Пока мы со всей бригадой вычислителей ощупью по первому разу обсуждали проблемы, связанные с нашим начинанием, Босков, с которого я не спускал глаз, казался буквально изнемогающим под тяжестью этого плана, потому что, конечно же — я-то Боскова хорошо знаю, — опять вообразил, будто всю ответственность должен нести он, и только он. Когда речь идет о партийных делах, так оно, наверно, и есть, но что до ответственности перед государством, то уж тут в первую очередь головой рисковал я, хотя по мне никто не должен был догадаться, как глубоко я это осознавал.
Босков сидит на вертящемся стуле, пиджак распахнут, большие пальцы засунуты в вырезы жилета, волосы на висках топорщатся. С какого-то момента ему стало трудно следить за диспутом между Харрой, Мерком и Леманом, и он слушает вполуха. Да и Шнайдер, сидящий тут же с угрюмым выражением лица, тоже не понимает ни слова, более того, похоже, что через минуту-другую вырубится и сам Киппенберг. Впрочем, надобности в том, чтобы Босков понимал все до мельчайшей детали, даже и нет, благо он знает в общих чертах, о чем идет речь. Он с трудом дышит, и лицо у него озабоченное. Он обводит взглядом присутствующих, как полководец, который перед битвой объезжает свои отборные части и не совсем доволен их видом.

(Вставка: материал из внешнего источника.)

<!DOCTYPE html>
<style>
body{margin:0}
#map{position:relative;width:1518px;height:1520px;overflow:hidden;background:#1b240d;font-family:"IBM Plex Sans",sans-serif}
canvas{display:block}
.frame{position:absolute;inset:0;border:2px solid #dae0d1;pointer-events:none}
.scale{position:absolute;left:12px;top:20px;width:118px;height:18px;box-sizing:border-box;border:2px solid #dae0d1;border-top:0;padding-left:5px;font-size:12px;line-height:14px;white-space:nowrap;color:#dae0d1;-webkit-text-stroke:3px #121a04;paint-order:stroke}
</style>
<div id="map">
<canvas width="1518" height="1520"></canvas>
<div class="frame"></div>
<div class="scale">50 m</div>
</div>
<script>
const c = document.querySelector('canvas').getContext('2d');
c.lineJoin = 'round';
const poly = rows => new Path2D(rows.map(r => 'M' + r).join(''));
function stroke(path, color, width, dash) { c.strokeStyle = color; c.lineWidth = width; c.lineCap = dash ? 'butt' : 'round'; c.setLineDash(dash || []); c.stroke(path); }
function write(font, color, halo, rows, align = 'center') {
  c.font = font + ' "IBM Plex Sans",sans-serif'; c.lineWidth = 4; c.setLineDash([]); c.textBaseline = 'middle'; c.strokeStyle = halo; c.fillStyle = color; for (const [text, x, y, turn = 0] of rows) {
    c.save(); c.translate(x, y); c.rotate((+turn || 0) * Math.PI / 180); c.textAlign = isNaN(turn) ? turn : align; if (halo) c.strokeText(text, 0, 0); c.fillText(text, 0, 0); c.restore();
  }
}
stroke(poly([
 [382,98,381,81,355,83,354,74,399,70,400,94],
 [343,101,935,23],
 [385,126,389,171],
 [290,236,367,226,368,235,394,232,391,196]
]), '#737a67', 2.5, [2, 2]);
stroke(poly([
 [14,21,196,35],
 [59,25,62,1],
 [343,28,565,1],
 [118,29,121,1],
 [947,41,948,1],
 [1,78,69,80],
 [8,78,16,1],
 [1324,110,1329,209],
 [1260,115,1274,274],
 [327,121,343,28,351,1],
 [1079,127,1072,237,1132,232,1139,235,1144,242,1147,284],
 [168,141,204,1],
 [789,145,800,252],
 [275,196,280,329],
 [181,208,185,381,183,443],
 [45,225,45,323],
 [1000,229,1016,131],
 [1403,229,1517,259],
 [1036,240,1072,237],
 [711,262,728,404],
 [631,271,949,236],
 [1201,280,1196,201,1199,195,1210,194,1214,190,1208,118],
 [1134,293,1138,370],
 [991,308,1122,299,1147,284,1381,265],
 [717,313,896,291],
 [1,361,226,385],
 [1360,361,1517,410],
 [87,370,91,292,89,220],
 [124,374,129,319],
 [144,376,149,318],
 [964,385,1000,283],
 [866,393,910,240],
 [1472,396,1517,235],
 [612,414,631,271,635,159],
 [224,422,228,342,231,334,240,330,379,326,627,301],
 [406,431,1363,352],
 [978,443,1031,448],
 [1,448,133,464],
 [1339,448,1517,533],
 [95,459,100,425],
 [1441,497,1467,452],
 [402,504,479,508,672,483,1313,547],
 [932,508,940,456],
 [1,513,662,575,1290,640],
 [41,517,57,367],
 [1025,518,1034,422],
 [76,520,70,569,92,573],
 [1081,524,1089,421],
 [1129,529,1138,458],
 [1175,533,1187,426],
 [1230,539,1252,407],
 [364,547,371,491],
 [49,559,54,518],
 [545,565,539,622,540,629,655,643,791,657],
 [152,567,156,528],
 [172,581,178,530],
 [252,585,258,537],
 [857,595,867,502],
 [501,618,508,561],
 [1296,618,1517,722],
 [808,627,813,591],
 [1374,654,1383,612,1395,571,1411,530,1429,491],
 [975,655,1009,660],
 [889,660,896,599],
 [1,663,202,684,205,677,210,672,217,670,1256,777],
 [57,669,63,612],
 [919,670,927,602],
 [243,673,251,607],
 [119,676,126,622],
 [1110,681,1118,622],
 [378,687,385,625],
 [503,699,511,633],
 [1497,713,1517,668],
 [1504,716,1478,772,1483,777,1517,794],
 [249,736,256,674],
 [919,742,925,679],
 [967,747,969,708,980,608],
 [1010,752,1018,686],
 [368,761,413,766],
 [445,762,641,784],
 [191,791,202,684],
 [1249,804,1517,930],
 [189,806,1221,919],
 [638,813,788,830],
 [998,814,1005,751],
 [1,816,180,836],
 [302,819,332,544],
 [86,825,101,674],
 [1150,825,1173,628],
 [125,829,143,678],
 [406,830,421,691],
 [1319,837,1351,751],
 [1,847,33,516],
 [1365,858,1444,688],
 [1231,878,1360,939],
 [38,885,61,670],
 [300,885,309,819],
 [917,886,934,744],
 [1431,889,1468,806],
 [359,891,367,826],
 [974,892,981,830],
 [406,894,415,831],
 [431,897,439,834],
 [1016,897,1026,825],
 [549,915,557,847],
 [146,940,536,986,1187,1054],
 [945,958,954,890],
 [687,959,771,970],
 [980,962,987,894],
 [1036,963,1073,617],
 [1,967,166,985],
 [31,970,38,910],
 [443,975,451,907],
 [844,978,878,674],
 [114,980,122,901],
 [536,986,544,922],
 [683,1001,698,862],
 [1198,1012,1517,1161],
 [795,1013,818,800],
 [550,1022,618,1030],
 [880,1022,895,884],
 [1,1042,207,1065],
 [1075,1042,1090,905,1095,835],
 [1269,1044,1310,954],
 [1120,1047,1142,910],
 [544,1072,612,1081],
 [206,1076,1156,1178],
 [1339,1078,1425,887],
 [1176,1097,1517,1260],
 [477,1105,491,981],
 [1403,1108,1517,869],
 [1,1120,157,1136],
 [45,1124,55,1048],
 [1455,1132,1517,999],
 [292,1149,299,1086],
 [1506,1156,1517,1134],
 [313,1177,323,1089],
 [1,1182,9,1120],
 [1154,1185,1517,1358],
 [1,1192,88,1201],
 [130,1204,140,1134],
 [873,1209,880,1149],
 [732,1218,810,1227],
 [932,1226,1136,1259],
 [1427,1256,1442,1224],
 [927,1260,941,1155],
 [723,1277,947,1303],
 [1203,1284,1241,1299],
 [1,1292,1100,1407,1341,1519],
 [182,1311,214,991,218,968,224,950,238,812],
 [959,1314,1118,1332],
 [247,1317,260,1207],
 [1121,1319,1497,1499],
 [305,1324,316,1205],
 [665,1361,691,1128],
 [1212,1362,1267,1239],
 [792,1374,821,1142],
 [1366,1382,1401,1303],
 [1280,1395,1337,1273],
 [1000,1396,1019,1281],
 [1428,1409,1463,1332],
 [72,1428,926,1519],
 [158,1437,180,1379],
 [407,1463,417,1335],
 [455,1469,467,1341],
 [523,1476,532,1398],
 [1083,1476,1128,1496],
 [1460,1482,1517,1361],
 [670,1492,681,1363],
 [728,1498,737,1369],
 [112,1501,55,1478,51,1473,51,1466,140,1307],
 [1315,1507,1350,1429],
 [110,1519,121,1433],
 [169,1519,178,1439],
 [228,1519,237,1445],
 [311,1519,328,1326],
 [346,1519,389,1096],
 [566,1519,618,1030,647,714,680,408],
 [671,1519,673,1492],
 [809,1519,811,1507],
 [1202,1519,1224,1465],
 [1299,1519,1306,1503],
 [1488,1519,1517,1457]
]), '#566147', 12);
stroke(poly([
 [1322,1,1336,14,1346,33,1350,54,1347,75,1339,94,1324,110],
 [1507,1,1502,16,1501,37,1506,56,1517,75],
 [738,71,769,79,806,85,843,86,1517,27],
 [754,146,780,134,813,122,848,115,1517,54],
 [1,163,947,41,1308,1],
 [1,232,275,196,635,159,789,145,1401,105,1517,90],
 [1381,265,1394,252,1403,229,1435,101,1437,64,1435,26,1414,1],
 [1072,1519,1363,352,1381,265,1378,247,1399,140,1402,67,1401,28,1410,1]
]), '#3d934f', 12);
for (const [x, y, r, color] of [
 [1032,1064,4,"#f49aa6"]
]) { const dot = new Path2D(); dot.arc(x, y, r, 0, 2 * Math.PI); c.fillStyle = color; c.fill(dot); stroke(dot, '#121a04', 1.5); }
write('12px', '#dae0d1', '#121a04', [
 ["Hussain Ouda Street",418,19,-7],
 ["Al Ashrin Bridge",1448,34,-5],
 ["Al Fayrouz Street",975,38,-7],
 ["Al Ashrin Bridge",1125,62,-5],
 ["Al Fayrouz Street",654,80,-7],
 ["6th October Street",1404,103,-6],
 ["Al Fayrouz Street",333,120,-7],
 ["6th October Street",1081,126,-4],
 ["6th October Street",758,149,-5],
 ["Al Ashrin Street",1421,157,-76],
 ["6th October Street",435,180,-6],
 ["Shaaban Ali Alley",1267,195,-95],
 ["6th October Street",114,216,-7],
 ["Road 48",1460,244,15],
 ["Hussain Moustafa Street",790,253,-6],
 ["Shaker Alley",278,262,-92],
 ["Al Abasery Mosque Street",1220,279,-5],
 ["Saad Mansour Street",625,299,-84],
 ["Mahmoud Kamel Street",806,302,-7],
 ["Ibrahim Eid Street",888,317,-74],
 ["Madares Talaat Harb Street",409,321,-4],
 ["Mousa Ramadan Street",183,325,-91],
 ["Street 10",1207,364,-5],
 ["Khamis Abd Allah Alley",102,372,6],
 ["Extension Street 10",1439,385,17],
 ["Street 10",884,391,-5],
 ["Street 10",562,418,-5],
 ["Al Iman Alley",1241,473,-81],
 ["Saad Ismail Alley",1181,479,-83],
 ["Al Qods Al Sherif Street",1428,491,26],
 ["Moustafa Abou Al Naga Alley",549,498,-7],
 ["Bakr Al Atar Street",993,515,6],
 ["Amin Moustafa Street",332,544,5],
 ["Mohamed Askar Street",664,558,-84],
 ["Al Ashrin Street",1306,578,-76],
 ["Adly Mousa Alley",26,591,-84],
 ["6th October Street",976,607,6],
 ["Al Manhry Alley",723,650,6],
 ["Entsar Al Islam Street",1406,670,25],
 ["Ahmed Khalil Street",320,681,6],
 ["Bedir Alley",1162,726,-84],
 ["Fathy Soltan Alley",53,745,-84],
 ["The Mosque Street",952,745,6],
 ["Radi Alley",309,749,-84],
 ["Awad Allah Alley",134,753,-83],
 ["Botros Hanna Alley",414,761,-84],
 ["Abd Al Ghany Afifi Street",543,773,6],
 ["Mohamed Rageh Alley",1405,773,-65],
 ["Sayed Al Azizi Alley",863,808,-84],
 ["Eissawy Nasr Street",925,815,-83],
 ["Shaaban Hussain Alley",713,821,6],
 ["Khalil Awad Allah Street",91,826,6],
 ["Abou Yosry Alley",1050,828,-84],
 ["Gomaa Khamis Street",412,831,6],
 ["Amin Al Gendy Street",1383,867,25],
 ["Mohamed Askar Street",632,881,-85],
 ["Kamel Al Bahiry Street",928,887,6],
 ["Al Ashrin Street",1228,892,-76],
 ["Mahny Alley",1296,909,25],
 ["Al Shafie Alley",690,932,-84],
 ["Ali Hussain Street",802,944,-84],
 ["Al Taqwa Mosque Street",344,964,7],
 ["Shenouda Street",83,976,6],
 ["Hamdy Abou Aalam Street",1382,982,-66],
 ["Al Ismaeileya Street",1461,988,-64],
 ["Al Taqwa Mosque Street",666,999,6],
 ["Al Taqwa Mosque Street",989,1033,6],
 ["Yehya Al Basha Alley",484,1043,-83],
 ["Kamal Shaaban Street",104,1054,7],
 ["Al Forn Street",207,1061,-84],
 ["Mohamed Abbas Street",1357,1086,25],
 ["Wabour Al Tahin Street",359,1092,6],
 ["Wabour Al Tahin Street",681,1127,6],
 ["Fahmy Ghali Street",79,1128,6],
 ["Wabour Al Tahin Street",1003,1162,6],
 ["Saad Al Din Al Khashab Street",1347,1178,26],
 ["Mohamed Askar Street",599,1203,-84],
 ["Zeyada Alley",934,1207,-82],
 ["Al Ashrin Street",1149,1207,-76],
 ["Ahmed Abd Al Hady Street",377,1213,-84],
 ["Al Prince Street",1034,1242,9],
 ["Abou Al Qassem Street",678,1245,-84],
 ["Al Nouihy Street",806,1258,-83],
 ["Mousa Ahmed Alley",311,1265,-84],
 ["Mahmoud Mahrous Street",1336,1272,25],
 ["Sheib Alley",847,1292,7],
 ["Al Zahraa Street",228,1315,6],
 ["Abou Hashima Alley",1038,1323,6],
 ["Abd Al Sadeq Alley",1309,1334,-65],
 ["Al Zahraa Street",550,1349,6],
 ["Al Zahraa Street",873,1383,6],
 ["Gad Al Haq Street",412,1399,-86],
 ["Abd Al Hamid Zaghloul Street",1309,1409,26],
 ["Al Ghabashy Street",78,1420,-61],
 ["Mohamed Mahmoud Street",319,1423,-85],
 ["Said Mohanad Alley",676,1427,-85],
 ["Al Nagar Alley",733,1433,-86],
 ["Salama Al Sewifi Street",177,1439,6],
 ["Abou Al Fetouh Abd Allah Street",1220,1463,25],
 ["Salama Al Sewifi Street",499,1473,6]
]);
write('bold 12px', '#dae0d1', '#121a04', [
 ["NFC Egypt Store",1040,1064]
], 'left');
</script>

Харра — ну да, сегодня его перекосило еще больше, чем обычно, потому что под пиджаком у него спрятана большая коробка сигар, и одет он еще небрежней, чем обычно, и рука у него непонятно почему как-то странно заведена за спину, но в остальном он вроде бы в полном порядке. Про Киппенберга и речи нет. И про Шнайдера тоже, просто у Шнайдера сегодня очередной приступ скверного настроения. Но вот Мерк и Леман — те, пожалуй, две ночи уже вообще не раздевались; вид у обоих плохой, вдобавок Леман оброс щетиной трехдневной давности и наверняка наглотался таблеток, которые прописывает ему Кортнер. Боскову как-то не по душе, что Мерк и Леман так безудержно спорят. Они, правда, всегда спорят, это у них такая манера общения, но нынче все выглядит по-другому. Когда Киппенберг выложил свои карты, Леман тут же сообщил, что институт такой нагрузки не потянет. Мерк говорит, что все это ерунда на постном масле. Но Мерк не силен в химии. А вот Леман силен. Взгромоздившись на стол, Киппенберг демонстрирует миру свое лицо без выражения, впрочем, оно уже всем знакомо, и все понимают: Киппенберг не хочет, чтобы окружающие знали, о чем он думает. Но когда Леман бросает очередное скептическое замечание, у губ Киппенберга появляется упрямая складка. Непонятно!